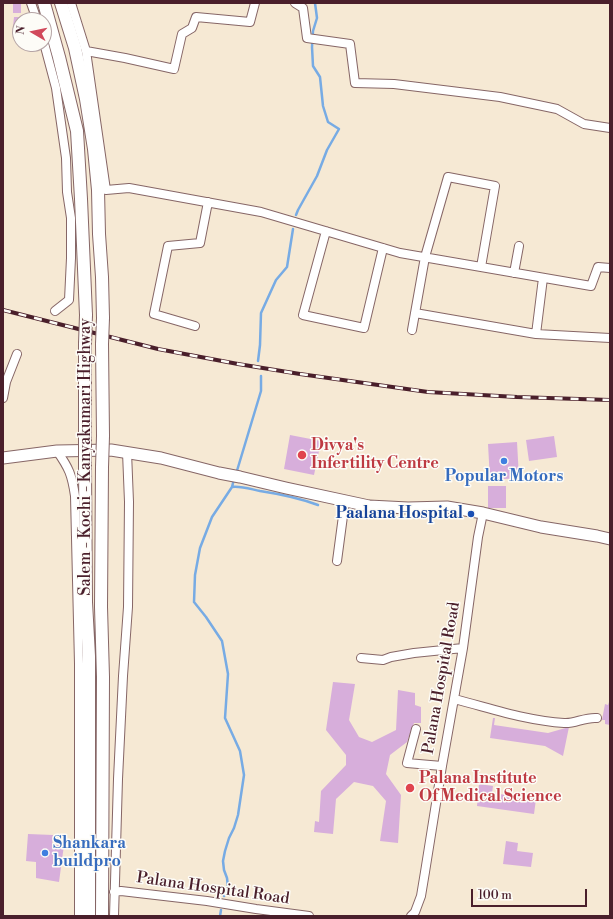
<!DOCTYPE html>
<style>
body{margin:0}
#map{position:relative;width:613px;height:919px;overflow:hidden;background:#f6e9d4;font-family:"Libre Bodoni",serif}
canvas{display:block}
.frame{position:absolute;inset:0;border:4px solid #4a1f2b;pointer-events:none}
.north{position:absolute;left:12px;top:12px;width:40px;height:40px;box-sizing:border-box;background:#fdfcf7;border:1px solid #b5a4a5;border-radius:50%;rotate:279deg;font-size:11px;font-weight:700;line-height:16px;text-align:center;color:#4a1f2b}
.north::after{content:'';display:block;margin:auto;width:14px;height:18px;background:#d1495b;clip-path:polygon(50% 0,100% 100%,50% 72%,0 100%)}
.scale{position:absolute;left:471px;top:889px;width:116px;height:18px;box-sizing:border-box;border:2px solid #4a1f2b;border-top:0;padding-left:5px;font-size:12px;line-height:14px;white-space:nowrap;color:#4a1f2b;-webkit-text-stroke:3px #fdfcf7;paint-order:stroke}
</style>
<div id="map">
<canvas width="613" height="919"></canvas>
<div class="frame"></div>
<div class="north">N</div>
<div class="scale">100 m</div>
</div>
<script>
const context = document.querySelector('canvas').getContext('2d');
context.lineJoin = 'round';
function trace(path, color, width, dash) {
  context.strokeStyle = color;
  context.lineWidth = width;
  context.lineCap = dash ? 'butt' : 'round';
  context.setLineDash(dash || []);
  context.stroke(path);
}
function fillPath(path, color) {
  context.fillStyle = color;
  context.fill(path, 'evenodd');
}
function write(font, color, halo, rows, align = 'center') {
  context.font = font + ' "Libre Bodoni",serif';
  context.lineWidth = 3;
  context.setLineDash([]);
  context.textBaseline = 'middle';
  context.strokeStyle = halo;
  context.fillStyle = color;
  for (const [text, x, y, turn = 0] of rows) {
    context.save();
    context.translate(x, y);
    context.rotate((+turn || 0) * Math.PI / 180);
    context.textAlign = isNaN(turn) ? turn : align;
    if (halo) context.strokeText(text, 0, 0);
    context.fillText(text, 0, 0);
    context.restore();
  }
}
const stream = new Path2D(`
 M 296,215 L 298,210 L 317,176 L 327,150 L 339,129 L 328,122 L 323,106 L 320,77 L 313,66 L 312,47 L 313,31 L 317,18 L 315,3
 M 258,361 L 260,345 L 261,313 L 276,280 L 287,267 L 293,229
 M 236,474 L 261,391 L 261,376
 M 232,487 C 242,486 250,489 260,491 C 280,494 299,498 318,505
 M 224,896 L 227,892 L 228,887 L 227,878 L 224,870 L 223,861 L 225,851 L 229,838 L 234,828 L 238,815 L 244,775 L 240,751 L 225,718 L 228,674 L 222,641 L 206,617 L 194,602 L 195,575 L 200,548 L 212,517 L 232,487 L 234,479
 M 220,916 L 221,910`);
const building = new Path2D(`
 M 21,3 L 21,13 L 13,13 L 13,4 Z
 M 14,17 L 24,17 L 24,20 L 20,20 L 20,27 L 13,27 Z
 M 290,435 L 321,441 L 314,475 L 284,469 Z
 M 554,436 L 557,457 L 529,461 L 526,440 Z
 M 517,442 L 519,478 L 490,480 L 488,444 Z
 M 488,486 L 506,486 L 506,508 L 488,508 Z
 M 333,682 L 355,684 L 349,720 L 359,737 L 372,742 L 396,730 L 398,690 L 415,693 L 415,705 L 421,707 L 421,723 L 414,723 L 407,742 L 390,755 L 386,774 L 401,795 L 398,843 L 380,841 L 386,801 L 373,786 L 354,782 L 336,799 L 333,834 L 314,832 L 315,821 L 319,822 L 321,791 L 346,765 L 346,755 L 326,730 Z
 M 609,702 L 610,702 L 610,725 L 605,724 L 605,720 L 602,720 L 605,704 L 608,705 Z
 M 493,718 L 495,718 L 494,725 L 548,733 L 569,727 L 563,756 L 545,746 L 490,738 Z
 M 479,784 L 493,786 L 492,793 L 536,799 L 534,814 L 477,806 Z
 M 28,834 L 53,835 L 52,845 L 64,845 L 59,882 L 36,878 L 36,862 L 26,861 Z
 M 506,841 L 518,843 L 517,851 L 533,853 L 531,867 L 503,864 Z`);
const minor = new Path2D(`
 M 31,3 L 37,20
 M 71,3 L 86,51 L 106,190 L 129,188 L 261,212 L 400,253 L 591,286 L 598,267 L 610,268
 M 295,3 L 303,8 L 307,38 L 350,44 L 355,83 L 394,84 L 500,97 L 557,109 L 584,124 L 610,128
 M 44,43 L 56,88 L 66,158 L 67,192 L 71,218 L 71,258 L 69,300 L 55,311
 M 86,51 L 125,58 L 174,69 L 182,34 L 192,28 L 196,17 L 250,22 L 255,3
 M 326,231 L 303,315 L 364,328 L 383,248
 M 514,273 L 519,246
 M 415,313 L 536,334 L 610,338
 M 195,326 L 154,314 L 168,246 L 200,243 L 208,202
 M 412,330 L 425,257 L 448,177 L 495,186 L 481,267
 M 536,334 L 543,278
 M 3,398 L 6,382 L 17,354
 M 57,451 C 69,468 72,475 75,496 L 79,664 L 79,916
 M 337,561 L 345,501
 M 361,658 L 383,660 L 391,657 L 414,653 L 463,648
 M 454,699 C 490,708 527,721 564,723 C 575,724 584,717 597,718
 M 416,729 L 407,763 L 442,766
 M 114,892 L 121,891 L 207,901 L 256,909 L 309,916
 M 114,916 L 118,779 L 123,676 L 128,607 L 129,502 L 127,452
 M 411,916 L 415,912 L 421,896 L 425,872 L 442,766 L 463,648 L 478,537 L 483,513`);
const major = new Path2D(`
 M 3,458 L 57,451 L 111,450 L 161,458 L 219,473 L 240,477 L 286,488 L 369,506 L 408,508 L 447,507 L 483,513 L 541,527 L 597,536 L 610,539`);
const highway = new Path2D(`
 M 44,3 L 59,57 L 77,131 L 81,199 L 86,315
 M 61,3 L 75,48 L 86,99 L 94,149 L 98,190 L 99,234 L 102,277 L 103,318
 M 102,344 L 103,436
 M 85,434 L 85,344
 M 85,466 L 86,602 L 89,656 L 89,916
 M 102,916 L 103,677 L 101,607 L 102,467`);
const rail = new Path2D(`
 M 3,310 L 158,349 L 238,364 L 300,374 L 428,392 L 517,397 L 610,400`);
const highwayBridge = new Path2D(`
 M 85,344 L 86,315
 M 102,344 L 103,318
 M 85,434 L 85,466
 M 102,467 L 103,436`);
const markers = [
 [302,455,5,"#e0444e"],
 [504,461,4,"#3f7fe0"],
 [471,514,4,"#1a4fb4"],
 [410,788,5,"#e0444e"],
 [45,853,4,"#3f7fe0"]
];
const healthNames = [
 ["Divya's",311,446],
 ["Infertility Centre",311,464],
 ["Palana Institute",419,779],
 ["Of Medical Science",419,797]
];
const streetNames = [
 ["Salem - Kochi - Kanyakumari Highway",86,457,-90],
 ["Palana Hospital Road",442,678,-80],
 ["Palana Hospital Road",213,889,8]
];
const shopNames = [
 ["Popular Motors",504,477],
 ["Shankara",53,844,"left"],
 ["buildpro",53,862,"left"]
];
const transitNames = [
 ["Paalana Hospital",463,514]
];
trace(stream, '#77abe4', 2.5);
fillPath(building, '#d7aedb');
trace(minor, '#866666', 10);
trace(major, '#866666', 13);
trace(highway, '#866666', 14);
trace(minor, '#fff', 8);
trace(major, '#fff', 11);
trace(highway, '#fff', 12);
trace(rail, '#4a1f2b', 4);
trace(rail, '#fdfcf7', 2.5, [8]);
trace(highwayBridge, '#866666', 14, []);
trace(highwayBridge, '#fff', 12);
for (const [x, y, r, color] of markers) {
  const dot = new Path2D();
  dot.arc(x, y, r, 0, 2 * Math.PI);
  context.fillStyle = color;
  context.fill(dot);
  trace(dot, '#fdfcf7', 1.5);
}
write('bold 16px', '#be3a42', '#fdfcf7', healthNames, 'left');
write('16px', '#4a1f2b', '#fdfcf7', streetNames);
write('bold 16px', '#366cbe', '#fdfcf7', shopNames);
write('bold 16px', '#164399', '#fdfcf7', transitNames, 'right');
</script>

WORK ITEM: Show the lines where the word "halo" appears in the entries.

ANSWER TO THE EXERCISE:
function write(font, color, halo, rows, align = 'center') {
  context.strokeStyle = halo;
    if (halo) context.strokeText(text, 0, 0);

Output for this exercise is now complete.